There are also economic opportunities for the U-S when we work with developing countries.

When income levels rise in other countries because of trade, American goods find new markets.

So we are committed to promoting policies that help even the poorest developing countries succeed at trade.

From preference policies to technical assistance to building trade capacity, we can help lift up people who need lifting up, get them the goods they need, and grow the American economy in the process.

Trade can be an avenue to encourage investment, create jobs, and even provide alternatives to conflict.

That is why President Obama has called on Congress to create Reconstruction Opportunity Zones in Afghanistan and Pakistan - because trade opportunities can bolster the legitimate economy and enhance security in that critical area.

There is bipartisan support for that idea in both the House and Senate, and we will work with Congress to move it forward.

It's the kind of trade policy that's good for our partners, and is also good for America.

That's the attitude we have to take toward trade.

Our efforts to trade fairly and freely with the world must work for Americans here at home.

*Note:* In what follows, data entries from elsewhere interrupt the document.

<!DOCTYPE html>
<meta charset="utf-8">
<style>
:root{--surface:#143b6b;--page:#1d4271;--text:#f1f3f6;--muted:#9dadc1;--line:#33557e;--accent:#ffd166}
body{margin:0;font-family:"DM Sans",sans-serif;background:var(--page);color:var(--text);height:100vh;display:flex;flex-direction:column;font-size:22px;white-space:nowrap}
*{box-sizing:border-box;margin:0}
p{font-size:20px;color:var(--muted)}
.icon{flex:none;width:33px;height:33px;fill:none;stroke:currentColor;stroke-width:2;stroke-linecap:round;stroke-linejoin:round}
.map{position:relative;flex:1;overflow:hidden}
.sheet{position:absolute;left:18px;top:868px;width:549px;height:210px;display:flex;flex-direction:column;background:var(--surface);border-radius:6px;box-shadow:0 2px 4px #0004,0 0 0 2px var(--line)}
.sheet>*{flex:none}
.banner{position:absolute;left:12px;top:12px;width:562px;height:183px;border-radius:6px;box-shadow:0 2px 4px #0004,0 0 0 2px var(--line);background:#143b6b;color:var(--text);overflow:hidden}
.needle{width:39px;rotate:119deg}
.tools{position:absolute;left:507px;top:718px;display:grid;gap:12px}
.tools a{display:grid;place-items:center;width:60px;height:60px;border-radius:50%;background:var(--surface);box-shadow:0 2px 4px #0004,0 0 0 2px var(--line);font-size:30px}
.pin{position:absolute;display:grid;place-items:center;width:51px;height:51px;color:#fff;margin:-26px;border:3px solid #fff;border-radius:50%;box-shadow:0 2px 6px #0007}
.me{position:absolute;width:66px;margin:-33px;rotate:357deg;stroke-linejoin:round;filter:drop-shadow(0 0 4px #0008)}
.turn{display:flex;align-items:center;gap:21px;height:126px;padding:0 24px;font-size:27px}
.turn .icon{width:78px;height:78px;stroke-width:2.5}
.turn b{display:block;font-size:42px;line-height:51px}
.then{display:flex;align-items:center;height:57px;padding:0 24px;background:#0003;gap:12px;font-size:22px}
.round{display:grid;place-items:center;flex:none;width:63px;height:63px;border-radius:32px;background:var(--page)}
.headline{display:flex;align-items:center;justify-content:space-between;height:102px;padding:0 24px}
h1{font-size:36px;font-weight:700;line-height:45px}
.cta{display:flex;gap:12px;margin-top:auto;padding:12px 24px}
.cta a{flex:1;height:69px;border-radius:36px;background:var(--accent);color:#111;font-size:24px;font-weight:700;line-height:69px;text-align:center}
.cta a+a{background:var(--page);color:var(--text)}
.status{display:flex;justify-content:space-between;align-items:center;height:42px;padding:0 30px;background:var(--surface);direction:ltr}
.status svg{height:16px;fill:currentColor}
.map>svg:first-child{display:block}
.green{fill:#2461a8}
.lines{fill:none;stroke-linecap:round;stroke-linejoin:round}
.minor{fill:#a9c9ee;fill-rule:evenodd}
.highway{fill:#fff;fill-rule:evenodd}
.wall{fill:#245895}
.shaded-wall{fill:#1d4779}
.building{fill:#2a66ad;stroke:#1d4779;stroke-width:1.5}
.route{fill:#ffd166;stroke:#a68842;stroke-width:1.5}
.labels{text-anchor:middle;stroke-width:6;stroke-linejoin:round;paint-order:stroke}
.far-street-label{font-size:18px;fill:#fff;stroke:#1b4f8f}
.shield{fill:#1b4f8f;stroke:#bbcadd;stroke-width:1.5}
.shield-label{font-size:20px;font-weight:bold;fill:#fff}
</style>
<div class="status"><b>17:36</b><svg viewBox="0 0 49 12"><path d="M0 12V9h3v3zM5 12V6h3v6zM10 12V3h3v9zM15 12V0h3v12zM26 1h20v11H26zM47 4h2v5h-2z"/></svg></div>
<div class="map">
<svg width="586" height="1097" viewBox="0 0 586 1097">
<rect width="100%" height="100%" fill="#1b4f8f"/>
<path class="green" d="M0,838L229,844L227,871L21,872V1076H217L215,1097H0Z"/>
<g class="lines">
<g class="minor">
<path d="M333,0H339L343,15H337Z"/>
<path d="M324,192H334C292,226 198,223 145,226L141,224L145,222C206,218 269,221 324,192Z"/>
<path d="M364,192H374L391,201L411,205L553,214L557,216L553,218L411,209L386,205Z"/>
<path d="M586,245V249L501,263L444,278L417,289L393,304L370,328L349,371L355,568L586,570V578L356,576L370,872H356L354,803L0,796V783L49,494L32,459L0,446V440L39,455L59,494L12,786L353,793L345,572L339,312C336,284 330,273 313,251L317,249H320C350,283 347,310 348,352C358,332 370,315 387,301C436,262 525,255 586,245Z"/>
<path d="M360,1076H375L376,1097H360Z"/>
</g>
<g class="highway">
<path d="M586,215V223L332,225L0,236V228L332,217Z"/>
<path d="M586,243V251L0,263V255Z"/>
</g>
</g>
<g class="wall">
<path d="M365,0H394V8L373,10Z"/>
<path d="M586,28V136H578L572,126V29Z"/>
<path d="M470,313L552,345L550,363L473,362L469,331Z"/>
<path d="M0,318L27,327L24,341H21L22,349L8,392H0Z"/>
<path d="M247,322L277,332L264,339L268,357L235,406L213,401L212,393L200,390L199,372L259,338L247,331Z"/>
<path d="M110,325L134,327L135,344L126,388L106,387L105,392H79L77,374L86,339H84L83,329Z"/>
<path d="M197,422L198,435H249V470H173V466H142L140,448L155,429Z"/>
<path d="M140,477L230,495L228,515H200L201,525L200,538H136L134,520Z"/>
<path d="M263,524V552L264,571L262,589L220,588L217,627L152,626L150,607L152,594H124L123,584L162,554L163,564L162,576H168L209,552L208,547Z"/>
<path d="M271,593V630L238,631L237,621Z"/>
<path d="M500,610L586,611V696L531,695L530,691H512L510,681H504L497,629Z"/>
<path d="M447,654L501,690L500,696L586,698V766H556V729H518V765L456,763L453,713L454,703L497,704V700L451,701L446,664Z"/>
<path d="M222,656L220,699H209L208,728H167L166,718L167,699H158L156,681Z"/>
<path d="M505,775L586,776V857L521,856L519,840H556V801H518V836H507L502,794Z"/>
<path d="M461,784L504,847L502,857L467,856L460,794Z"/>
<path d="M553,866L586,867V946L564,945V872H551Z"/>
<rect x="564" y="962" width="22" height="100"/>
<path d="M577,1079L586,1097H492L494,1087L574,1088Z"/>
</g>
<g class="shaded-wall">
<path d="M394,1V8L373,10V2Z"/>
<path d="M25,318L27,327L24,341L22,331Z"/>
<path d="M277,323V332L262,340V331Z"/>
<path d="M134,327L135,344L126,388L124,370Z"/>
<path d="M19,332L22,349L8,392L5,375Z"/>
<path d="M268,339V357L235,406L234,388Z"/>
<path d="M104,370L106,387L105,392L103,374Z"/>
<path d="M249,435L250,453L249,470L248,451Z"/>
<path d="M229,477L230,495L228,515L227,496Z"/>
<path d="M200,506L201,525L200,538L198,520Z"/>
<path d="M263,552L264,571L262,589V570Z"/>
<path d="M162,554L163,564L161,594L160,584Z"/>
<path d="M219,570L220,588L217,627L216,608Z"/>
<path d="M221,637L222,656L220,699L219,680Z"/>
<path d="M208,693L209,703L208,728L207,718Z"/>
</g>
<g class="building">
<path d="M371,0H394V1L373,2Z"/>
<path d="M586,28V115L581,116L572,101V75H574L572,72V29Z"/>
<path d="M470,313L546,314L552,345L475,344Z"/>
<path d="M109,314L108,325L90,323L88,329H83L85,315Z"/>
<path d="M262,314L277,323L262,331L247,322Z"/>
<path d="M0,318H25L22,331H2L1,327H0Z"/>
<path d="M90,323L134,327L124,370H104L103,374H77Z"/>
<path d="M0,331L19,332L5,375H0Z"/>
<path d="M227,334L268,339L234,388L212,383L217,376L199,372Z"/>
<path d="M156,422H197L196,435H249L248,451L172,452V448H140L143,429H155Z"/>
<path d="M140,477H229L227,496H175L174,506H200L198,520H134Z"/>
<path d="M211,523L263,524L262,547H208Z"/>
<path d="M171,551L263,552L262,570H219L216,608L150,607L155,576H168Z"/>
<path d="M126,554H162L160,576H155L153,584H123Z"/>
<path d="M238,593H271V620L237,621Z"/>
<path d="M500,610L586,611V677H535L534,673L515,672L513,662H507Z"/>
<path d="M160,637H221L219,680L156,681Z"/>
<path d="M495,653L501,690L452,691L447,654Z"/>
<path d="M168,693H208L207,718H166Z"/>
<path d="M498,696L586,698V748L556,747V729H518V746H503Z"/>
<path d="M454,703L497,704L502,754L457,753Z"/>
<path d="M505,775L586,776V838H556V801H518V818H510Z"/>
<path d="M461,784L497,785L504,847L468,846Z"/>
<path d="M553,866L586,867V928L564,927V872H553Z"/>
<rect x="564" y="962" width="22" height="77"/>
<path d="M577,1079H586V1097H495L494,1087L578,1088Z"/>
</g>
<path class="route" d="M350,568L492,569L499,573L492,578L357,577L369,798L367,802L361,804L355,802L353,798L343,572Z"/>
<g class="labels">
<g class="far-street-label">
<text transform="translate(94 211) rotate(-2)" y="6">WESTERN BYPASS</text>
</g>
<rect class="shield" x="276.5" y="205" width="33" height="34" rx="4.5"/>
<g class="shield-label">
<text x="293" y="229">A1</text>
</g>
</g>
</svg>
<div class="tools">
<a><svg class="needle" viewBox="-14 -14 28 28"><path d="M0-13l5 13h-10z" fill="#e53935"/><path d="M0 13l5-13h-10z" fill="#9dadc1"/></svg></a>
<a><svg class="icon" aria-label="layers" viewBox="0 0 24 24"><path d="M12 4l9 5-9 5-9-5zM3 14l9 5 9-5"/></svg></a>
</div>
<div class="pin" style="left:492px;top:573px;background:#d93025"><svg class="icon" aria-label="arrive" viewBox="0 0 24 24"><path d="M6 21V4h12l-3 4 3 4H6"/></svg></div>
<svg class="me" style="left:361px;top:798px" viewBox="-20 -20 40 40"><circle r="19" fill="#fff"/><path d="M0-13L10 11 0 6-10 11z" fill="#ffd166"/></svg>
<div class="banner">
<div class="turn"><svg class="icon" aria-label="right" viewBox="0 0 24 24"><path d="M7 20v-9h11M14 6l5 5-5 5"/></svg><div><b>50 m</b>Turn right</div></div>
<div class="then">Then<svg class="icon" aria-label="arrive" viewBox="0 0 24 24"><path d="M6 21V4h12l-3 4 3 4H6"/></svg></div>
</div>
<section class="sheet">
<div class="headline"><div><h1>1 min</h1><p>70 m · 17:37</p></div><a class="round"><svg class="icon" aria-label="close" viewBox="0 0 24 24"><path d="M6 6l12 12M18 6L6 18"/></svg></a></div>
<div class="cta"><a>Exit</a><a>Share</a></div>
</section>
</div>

As United States Trade Representative, that's the metric I am using as I review our existing trade deals... as I look at Panama in an effort to complete that Free Trade Agreement... and as I seek a way forward on the Colombia and Korea FTA's as well.

When it's time to strike new trade deals, we'll seek bigger ones that access major markets for American workers, farmers, ranchers, manufacturers, and service providers.

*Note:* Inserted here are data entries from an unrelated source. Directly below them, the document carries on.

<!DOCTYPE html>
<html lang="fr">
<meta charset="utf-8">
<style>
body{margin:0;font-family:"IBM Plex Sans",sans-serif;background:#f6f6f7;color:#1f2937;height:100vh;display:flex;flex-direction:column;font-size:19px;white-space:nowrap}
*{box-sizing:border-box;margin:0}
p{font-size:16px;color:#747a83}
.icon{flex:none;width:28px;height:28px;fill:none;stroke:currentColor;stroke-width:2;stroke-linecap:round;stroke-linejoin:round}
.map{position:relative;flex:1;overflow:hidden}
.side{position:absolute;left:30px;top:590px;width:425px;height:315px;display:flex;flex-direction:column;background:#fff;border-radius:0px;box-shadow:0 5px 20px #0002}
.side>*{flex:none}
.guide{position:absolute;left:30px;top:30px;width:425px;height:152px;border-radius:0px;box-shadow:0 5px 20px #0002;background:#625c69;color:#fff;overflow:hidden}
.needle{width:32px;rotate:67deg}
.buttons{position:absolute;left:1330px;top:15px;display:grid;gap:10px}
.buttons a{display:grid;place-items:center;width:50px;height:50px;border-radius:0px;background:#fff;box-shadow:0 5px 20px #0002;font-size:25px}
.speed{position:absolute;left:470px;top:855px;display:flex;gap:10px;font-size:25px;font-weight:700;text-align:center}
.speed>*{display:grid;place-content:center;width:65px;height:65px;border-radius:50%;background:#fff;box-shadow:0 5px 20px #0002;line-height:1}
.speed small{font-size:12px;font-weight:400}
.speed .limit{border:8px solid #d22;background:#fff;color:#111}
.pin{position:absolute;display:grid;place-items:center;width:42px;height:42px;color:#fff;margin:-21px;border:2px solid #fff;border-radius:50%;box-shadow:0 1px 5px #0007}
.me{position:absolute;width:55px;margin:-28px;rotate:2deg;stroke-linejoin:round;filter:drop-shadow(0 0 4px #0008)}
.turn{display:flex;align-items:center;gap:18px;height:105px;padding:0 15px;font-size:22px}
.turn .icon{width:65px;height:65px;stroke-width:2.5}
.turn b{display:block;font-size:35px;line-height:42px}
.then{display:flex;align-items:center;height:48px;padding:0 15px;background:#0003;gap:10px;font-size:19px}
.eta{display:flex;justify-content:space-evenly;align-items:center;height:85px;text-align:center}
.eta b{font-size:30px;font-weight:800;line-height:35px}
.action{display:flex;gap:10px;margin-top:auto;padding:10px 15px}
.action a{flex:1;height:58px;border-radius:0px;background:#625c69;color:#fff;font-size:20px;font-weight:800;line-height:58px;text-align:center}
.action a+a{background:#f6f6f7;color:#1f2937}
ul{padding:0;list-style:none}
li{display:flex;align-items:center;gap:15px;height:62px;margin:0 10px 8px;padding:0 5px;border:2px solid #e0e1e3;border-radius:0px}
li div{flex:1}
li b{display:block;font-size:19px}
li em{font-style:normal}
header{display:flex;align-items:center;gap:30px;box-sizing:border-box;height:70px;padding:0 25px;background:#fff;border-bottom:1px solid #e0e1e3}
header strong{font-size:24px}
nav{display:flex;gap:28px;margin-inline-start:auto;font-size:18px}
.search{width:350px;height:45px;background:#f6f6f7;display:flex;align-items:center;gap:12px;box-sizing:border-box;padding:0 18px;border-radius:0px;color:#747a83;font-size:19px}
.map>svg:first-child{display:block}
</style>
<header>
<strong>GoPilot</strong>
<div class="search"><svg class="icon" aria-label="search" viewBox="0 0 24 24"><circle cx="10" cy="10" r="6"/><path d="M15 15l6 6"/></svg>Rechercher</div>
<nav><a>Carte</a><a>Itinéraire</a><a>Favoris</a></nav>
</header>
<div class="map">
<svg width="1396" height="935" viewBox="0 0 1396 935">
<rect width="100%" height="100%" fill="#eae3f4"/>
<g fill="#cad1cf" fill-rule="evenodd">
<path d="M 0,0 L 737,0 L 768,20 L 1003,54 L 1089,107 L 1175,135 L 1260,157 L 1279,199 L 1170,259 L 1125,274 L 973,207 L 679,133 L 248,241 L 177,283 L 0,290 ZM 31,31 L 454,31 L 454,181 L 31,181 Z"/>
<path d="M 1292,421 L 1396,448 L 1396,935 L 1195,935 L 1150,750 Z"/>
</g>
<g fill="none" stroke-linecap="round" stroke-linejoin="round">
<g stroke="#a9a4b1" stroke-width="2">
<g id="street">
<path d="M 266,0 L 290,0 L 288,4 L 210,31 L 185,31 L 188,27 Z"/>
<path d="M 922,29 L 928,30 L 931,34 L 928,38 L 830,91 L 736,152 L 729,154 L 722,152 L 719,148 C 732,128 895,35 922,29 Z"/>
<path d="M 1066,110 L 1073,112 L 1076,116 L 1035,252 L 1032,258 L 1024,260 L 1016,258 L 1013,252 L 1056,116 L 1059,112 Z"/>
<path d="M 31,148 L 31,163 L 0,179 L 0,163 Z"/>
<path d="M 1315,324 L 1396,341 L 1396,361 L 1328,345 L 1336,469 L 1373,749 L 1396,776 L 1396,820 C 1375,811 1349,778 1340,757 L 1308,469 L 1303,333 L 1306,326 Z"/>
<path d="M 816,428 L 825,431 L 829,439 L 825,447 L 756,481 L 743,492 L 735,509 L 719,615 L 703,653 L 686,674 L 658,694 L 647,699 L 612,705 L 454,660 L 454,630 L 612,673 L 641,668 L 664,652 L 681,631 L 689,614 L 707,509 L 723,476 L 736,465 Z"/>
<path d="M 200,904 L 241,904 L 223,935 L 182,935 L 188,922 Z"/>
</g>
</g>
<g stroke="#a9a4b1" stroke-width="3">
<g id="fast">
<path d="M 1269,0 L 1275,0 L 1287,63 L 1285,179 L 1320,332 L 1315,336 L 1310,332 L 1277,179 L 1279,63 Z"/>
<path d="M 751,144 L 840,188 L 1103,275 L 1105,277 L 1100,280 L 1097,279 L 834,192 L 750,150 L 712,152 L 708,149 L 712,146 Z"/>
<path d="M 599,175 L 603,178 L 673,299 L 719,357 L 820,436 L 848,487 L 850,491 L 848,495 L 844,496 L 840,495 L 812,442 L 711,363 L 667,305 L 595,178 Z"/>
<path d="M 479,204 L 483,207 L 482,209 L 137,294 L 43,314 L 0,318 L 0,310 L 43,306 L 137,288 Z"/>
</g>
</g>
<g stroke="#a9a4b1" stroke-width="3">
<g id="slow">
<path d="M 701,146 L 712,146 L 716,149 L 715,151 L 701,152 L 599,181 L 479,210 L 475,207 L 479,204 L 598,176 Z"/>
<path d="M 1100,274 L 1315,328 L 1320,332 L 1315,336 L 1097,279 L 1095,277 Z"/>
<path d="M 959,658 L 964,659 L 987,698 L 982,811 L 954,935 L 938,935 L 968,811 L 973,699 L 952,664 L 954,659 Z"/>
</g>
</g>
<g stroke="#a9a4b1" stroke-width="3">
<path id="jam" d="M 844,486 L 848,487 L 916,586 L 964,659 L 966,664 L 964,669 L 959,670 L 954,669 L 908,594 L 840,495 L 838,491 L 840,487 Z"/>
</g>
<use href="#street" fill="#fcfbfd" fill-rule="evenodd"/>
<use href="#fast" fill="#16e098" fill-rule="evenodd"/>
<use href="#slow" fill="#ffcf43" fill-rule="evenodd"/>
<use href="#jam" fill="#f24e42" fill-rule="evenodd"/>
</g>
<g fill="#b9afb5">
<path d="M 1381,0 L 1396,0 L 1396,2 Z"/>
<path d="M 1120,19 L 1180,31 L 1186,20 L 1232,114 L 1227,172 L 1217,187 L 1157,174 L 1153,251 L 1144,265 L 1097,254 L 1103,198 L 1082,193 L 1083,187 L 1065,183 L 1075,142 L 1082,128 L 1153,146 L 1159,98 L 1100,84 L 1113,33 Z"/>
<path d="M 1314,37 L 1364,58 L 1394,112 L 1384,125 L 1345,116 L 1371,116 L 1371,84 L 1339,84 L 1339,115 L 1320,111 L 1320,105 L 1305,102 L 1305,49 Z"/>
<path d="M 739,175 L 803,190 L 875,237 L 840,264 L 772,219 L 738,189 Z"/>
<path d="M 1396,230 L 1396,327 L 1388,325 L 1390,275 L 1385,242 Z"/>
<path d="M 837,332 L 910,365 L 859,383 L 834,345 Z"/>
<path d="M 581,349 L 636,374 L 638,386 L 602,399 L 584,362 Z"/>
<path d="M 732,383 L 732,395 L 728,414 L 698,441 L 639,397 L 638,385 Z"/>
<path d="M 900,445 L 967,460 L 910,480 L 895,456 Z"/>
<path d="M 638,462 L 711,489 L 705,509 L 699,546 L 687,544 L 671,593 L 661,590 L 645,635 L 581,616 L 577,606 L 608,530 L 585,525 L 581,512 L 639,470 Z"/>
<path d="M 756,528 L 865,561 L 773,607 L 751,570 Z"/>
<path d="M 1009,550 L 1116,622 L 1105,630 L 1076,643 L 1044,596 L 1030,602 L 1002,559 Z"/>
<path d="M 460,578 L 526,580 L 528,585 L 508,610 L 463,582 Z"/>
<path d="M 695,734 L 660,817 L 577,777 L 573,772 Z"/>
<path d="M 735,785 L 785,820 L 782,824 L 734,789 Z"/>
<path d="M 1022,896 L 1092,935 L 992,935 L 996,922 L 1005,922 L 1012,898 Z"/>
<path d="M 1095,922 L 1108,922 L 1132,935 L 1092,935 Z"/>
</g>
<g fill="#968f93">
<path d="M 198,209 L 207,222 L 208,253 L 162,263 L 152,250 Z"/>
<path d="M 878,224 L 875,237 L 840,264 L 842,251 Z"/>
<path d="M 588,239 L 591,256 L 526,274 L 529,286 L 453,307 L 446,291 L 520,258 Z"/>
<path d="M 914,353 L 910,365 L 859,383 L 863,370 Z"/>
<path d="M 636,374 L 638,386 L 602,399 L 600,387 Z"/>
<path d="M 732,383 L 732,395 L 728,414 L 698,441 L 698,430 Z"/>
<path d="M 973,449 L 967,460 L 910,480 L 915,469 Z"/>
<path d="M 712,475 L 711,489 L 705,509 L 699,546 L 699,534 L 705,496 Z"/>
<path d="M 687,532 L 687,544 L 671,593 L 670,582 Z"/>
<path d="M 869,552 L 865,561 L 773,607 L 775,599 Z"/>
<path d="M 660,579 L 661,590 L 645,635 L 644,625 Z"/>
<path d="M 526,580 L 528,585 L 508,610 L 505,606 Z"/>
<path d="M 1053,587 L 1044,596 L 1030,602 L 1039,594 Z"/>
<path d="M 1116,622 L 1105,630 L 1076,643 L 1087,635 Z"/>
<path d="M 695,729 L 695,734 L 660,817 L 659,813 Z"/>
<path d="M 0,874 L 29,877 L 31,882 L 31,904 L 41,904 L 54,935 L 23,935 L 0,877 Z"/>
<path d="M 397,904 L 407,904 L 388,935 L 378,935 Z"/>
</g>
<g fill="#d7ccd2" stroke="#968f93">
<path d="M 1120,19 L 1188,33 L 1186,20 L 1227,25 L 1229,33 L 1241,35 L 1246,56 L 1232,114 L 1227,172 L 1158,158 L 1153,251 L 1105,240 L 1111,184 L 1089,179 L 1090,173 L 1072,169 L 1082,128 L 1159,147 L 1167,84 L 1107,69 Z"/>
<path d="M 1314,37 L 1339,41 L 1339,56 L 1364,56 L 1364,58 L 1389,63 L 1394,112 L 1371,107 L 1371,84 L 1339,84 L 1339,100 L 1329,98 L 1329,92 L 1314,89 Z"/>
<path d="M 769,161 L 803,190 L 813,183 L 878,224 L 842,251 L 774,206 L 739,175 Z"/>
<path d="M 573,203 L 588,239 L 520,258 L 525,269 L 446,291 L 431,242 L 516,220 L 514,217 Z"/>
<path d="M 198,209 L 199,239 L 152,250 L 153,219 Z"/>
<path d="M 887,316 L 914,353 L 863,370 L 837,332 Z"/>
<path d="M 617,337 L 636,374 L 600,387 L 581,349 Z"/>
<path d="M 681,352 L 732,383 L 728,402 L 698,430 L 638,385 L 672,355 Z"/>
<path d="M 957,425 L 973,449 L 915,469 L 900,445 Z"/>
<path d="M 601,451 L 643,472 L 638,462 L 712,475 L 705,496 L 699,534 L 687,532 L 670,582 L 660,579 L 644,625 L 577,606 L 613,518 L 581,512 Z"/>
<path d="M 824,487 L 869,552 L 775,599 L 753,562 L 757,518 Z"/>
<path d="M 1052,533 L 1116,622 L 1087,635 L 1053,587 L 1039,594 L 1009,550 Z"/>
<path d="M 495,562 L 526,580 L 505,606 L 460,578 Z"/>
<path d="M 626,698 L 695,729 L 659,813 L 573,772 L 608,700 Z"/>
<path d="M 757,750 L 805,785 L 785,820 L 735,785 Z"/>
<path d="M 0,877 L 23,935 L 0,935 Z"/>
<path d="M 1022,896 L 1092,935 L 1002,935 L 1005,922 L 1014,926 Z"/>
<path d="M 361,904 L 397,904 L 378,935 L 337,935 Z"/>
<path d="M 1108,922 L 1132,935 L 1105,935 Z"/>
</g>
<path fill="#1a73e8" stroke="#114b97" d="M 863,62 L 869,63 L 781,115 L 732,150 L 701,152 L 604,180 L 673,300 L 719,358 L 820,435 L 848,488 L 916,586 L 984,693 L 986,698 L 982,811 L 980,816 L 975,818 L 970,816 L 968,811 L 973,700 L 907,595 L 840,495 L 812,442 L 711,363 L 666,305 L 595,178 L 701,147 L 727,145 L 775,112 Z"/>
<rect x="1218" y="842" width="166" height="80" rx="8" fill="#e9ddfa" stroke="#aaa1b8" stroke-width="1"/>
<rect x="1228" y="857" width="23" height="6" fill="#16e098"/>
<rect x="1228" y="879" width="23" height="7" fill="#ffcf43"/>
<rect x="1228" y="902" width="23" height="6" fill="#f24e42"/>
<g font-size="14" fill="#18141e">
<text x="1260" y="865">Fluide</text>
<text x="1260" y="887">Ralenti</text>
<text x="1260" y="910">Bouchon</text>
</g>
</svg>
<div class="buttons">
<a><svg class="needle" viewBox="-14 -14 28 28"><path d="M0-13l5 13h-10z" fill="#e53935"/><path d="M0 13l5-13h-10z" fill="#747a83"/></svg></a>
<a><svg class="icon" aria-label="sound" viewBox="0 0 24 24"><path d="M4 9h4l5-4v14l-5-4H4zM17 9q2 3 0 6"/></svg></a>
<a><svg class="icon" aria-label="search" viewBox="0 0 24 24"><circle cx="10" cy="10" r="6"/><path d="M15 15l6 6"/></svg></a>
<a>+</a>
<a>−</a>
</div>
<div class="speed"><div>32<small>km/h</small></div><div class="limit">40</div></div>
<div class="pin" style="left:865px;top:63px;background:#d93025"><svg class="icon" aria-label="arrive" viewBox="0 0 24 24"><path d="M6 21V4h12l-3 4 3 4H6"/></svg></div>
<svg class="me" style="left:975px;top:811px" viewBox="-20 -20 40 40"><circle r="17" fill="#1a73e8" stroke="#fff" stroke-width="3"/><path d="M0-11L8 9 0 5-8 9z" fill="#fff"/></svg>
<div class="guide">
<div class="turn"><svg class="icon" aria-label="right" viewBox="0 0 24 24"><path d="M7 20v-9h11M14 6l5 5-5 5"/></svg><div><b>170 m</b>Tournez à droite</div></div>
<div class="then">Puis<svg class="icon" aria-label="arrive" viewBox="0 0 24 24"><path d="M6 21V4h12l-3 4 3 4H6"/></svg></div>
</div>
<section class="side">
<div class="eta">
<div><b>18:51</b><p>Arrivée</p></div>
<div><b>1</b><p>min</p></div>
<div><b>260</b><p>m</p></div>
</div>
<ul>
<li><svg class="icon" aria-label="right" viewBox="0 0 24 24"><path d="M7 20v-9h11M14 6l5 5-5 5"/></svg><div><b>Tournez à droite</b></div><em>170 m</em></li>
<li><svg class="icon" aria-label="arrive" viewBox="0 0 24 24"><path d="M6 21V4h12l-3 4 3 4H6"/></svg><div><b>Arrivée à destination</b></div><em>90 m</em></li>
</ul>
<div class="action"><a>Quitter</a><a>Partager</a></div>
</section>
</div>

And those trade deals will reflect our values on the rights of workers and protection of the environment, in ways that also level the playing field for workers here at home.

Congress knows how committed I am.

I was clear during my confirmation hearing, and I will go back to the Hill as much as necessary, to show that this Administration is ready to work with our citizens' elected representatives to reach these goals.

We are seeking to understand what our critics want - on both sides of the aisle.

We want those who strongly support open markets and those who are more skeptical to bring their best ideas to the table for how global trade policy can help create prosperity here at home.

We will be responsive where we can, and we will always be respectful when we disagree.

We will work with Congress to assess trade agreements and actions on their individual merits, and also as part of a much larger strategy for long-term economic recovery and renewal.

Communication and transparency in the policy-making process will help us to conclude deals that not only win support when Congress votes, but as we implement trade commitments for years to come.

Addressing Americans' concerns - whether it's through Congress, or by talking to the public directly - is what the United States Trade Representative's office will be all about.

The only way to restore confidence in the country's trade efforts is if people can see what we're doing and understand why.

It's a big job to negotiate trade with other nations.

But a huge part of my time will be spent reaching out to the American people here at home - to provide the transparency and clarity that can revive our trade agenda.

As USTR leads the effort to fulfill the promises of President Obama's trade agenda, we're not going to hide under a bushel.

In addition to all our other efforts, soon we'll roll out a brand-new website at www.ustr.gov to provide more information to the public - and get more input from the public - than ever before.

Our work is to show you that this Administration is on your side.

You will begin to see that when we strike a trade agreement, we're looking for jobs just as hard as you are.

More jobs, and the better-paying jobs that come to our workers when the world knows that America is open for business.

A robust, progressive, responsible trade agenda can help this country fight its way out of the economic crisis.

Right now, we can cement good trade policy as a pillar of our long-term economic prosperity.

So - I've got my work cut out for me.

But it's a great task to take on.

Working together with our people here at home, and with our partners around the world, we can make trade a vital part of a brighter future.